The next post is "PostgreSQL Query Plan Visualizer". This is from theartofpostgresql.com. So when you're analyzing a query plan, it gives the representation to you in text, but there's actually a PostgreSQL Explain Visualizer tool that's been developed and it's open-source. You could install it yourself, but on this actual blog post they did that and they're calling it the Explain Plan Visualizer. So you could paste your plan in here, and place the query that resulted in this plan. It will give you a graphical representation of it. So presumably something easier to read. So if you want to look into that, maybe check out this blog post as well as maybe the separate PEV tool that you can install on your website.

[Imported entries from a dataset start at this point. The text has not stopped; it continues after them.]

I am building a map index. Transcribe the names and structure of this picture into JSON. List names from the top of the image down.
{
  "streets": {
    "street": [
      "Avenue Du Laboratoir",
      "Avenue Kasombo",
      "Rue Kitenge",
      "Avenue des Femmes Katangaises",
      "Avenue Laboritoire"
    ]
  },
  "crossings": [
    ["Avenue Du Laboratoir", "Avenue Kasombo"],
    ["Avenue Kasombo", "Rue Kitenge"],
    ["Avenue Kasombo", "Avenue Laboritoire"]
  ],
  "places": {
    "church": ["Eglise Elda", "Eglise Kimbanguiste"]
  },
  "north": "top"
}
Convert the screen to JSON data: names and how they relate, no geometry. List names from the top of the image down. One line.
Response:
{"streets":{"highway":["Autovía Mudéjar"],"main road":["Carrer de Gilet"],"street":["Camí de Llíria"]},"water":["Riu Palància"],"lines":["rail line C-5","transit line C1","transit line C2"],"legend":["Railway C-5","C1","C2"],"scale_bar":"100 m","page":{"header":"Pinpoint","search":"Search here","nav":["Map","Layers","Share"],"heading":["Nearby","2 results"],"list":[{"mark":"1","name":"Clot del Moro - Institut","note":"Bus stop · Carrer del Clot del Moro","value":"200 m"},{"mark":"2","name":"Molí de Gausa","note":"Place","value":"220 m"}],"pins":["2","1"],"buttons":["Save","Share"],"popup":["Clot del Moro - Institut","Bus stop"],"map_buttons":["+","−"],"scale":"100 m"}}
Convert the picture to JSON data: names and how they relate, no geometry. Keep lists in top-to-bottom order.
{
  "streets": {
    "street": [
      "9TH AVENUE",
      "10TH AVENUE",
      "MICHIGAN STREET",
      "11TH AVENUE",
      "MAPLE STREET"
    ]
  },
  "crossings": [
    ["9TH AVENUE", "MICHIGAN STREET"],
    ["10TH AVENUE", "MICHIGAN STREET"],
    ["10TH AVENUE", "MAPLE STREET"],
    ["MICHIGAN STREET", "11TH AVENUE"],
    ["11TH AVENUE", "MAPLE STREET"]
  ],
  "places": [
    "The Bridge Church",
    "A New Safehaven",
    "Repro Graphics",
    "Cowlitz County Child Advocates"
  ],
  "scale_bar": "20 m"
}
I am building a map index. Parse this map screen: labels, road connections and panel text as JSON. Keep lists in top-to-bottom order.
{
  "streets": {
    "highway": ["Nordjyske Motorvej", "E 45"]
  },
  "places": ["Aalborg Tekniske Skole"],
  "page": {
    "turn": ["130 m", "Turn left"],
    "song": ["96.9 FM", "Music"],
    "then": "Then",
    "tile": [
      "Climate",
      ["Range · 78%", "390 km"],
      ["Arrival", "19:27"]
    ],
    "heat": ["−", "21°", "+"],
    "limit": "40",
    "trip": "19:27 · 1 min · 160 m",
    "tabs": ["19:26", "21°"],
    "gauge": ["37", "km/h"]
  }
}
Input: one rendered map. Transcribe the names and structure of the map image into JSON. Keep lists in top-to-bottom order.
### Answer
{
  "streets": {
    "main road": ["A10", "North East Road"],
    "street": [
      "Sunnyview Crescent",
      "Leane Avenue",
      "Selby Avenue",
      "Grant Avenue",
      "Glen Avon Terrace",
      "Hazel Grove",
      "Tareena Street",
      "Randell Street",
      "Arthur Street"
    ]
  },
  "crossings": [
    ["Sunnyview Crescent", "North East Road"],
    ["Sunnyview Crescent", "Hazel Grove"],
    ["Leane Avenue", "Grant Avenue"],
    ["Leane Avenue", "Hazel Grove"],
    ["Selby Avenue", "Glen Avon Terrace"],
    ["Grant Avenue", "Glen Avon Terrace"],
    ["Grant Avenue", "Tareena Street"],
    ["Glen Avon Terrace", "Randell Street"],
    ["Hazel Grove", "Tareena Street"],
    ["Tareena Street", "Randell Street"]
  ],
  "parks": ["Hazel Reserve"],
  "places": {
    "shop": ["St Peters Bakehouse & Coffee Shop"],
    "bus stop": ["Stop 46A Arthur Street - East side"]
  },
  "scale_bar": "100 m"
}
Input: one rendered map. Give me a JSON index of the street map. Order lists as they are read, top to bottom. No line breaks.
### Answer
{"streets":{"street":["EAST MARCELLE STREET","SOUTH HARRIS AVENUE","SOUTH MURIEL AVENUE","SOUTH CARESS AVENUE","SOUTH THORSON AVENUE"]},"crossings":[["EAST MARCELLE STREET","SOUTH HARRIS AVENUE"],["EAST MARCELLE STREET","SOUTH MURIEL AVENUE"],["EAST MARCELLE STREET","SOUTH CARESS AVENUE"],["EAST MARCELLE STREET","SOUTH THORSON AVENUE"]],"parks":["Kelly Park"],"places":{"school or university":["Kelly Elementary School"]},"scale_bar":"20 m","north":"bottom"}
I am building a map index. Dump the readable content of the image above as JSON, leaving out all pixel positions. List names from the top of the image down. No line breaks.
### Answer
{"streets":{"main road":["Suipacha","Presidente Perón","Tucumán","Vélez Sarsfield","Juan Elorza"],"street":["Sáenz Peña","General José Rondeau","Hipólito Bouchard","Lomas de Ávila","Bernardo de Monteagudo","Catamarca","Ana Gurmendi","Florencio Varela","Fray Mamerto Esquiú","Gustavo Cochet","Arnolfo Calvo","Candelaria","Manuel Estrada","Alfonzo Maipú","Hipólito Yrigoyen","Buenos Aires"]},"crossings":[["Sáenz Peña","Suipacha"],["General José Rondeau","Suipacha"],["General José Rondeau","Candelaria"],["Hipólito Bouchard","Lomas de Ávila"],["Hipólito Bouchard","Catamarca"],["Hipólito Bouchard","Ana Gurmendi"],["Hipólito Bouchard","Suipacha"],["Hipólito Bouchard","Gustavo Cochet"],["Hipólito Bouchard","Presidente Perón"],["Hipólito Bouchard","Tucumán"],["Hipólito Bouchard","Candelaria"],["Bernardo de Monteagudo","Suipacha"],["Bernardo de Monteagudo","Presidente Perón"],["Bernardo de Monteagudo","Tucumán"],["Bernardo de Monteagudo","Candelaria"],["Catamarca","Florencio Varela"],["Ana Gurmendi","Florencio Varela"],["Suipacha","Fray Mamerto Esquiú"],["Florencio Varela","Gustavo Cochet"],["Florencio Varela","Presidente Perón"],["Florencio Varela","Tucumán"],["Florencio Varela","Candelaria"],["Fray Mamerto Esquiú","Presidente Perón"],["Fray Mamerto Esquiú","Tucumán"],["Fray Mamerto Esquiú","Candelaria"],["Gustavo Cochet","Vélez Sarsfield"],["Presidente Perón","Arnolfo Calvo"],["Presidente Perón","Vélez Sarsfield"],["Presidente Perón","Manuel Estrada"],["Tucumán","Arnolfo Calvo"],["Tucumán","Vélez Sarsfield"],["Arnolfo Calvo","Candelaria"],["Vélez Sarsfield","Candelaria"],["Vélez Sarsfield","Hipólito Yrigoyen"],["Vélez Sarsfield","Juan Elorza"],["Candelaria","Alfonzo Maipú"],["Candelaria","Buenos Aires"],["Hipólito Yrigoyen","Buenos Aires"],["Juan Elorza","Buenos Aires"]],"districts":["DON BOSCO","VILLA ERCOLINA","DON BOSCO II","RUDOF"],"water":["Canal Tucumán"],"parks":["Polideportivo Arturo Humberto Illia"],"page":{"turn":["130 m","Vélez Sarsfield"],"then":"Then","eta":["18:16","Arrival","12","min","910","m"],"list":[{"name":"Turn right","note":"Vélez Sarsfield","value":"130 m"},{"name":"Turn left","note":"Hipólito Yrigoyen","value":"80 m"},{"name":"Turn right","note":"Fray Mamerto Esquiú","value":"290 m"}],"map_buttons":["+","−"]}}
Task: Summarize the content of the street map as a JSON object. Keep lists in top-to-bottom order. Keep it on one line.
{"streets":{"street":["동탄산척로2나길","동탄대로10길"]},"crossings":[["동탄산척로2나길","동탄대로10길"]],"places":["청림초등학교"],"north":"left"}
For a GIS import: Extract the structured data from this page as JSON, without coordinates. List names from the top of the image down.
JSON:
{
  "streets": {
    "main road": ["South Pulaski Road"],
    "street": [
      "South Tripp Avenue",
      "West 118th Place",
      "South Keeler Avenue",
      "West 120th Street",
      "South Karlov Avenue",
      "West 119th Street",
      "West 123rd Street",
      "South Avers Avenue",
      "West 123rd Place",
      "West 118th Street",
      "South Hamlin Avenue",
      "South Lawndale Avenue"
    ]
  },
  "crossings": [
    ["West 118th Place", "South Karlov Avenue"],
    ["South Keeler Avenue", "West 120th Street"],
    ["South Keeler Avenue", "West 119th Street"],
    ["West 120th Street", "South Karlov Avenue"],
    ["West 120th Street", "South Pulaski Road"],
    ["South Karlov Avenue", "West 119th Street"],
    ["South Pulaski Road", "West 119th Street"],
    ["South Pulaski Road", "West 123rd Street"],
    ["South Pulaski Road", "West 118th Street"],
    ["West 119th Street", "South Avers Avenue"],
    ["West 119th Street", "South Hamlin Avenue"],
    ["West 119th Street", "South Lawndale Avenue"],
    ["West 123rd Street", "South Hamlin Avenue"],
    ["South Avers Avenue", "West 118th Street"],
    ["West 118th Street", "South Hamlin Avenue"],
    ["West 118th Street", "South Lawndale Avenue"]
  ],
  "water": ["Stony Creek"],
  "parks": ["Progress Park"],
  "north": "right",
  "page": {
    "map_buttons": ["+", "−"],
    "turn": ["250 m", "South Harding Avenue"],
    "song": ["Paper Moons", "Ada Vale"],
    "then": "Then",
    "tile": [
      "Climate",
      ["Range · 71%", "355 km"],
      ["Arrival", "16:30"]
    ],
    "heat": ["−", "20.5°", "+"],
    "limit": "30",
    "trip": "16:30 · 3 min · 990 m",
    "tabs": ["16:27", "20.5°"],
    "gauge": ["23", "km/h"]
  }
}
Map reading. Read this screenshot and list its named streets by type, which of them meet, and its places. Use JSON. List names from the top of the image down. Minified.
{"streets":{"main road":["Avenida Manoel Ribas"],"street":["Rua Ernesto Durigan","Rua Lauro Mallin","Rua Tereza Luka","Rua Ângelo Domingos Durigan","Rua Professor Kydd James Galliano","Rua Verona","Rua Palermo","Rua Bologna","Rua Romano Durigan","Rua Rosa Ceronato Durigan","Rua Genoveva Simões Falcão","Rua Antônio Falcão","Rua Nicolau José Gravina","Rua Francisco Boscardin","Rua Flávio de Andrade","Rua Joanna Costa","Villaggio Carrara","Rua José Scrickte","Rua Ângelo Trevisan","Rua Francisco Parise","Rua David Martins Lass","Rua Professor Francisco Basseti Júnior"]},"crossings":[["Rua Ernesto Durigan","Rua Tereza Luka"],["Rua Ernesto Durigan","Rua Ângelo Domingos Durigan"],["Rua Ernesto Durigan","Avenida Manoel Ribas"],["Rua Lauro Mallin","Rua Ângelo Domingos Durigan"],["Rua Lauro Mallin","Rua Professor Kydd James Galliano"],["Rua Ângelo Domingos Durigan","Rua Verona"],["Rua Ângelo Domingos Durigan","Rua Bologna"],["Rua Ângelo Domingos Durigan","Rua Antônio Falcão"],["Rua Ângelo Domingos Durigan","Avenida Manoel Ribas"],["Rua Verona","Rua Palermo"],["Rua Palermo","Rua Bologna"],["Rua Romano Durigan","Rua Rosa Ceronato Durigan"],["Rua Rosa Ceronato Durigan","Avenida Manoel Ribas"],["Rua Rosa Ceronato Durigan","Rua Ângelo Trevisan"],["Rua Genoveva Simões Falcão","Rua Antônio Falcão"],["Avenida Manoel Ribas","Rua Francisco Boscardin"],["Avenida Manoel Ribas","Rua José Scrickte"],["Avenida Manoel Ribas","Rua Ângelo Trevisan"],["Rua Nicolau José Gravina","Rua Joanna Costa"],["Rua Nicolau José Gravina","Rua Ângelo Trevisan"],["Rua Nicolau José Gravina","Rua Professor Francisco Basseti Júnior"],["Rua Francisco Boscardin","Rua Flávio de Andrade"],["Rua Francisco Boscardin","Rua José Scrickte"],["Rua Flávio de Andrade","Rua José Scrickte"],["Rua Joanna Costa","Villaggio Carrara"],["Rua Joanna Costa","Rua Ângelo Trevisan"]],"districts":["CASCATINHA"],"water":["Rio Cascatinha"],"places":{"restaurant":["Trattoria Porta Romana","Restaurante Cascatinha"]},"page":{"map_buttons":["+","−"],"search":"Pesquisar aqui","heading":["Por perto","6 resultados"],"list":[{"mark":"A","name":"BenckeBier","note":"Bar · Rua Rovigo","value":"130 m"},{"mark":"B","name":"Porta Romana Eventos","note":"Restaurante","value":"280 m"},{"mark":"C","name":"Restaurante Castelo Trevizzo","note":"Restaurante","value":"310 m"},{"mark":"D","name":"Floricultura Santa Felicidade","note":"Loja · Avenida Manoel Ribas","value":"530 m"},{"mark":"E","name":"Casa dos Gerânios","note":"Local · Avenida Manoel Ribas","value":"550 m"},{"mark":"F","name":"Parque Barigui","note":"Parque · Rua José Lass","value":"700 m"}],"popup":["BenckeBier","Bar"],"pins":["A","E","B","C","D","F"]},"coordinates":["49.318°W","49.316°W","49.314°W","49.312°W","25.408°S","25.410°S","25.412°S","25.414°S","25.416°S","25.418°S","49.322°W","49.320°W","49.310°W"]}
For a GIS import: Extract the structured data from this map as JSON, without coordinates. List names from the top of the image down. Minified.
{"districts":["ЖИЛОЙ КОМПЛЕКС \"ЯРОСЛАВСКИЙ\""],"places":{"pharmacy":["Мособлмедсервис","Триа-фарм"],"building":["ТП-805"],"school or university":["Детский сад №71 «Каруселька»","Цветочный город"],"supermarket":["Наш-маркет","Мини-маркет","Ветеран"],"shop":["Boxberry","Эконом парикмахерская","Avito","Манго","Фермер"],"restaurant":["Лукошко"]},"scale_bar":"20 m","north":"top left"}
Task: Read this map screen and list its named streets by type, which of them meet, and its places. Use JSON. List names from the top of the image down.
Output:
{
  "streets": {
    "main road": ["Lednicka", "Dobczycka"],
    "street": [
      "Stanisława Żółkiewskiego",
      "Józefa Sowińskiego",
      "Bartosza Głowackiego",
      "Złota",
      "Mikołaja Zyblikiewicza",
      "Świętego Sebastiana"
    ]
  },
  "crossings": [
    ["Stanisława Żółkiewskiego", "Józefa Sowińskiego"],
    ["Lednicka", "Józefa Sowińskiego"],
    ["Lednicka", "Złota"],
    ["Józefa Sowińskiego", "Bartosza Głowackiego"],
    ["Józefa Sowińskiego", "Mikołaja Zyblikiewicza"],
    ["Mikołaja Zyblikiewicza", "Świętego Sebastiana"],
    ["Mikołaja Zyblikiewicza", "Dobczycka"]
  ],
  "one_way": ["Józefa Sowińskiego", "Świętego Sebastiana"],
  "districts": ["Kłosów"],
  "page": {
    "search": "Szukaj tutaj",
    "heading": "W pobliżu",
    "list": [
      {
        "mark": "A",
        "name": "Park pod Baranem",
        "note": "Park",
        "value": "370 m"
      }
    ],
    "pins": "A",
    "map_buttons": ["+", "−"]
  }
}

The next post is "Streaming Replication Setup in PG12 - How to Do it Right". This is from highgo.ca and this blog post just basically goes through how to set up streaming replication in PostgreSQL 12. Given the changes that have been made to the recovery.conf file. The fact that it's gone and they're now using the two different signal files. So this is another piece of content if you need to set that up.
The second related post is "Replication Failover with pg_rewind in PG12". This is from highogo.ca. Again, with the recent changes to PostgreSQL 12, this goes through the process of replication failover or with pg_rewind. I call it failing back. So once you've failed over to a new primary, have a replica be the new primary. If you want to fail back to the old primary, pg_rewind helps you accomplish that process and they go through how to do that in detail. So if you're interested in that, definitely a blog post to check out.
The next post is "Configure HAProxy with PostgreSQL Using Built-in pgsql-check". This is from percona.com. Now, we've covered the previous article related to this HAProxy using Xinetd, and I believe they didn't use pgSQL check in that case. They use a custom script to do it, which to me looking at that post seems like a better way to do it compared to this one. But this one their objective was to use the built-in pgSQL check, but in order to do that, it doesn't really do authentication to verify that it can connect successfully in order to check whether a database system is in replication mode or not. So they actually set it up to use this tool using modifications to the pg_hba.conf file, which I'm not necessarily a fan of, but it is a way to use it. This blog post explains how to do these changes so that you can do failover switchover procedures using HAProxy and the built-in pgSQL check tool. So if you're interested in doing that is the blog post to check out.
Next post is "INTRODUCTION AND HOW-TO: ETCD CLUSTERS FOR PATRONI". This is from cybertec-postgresql.com. So if you use Patroni and want to use etcd for your consensus holder, this is a pretty long comprehensive blog post that explains etcd and how to set it up for that purpose.
Then the last post is "PostgreSQL 12 Generated Columns". This is from fluca1978.github.io. It's another blog post that talks about the new generated column features in PostgreSQL 12.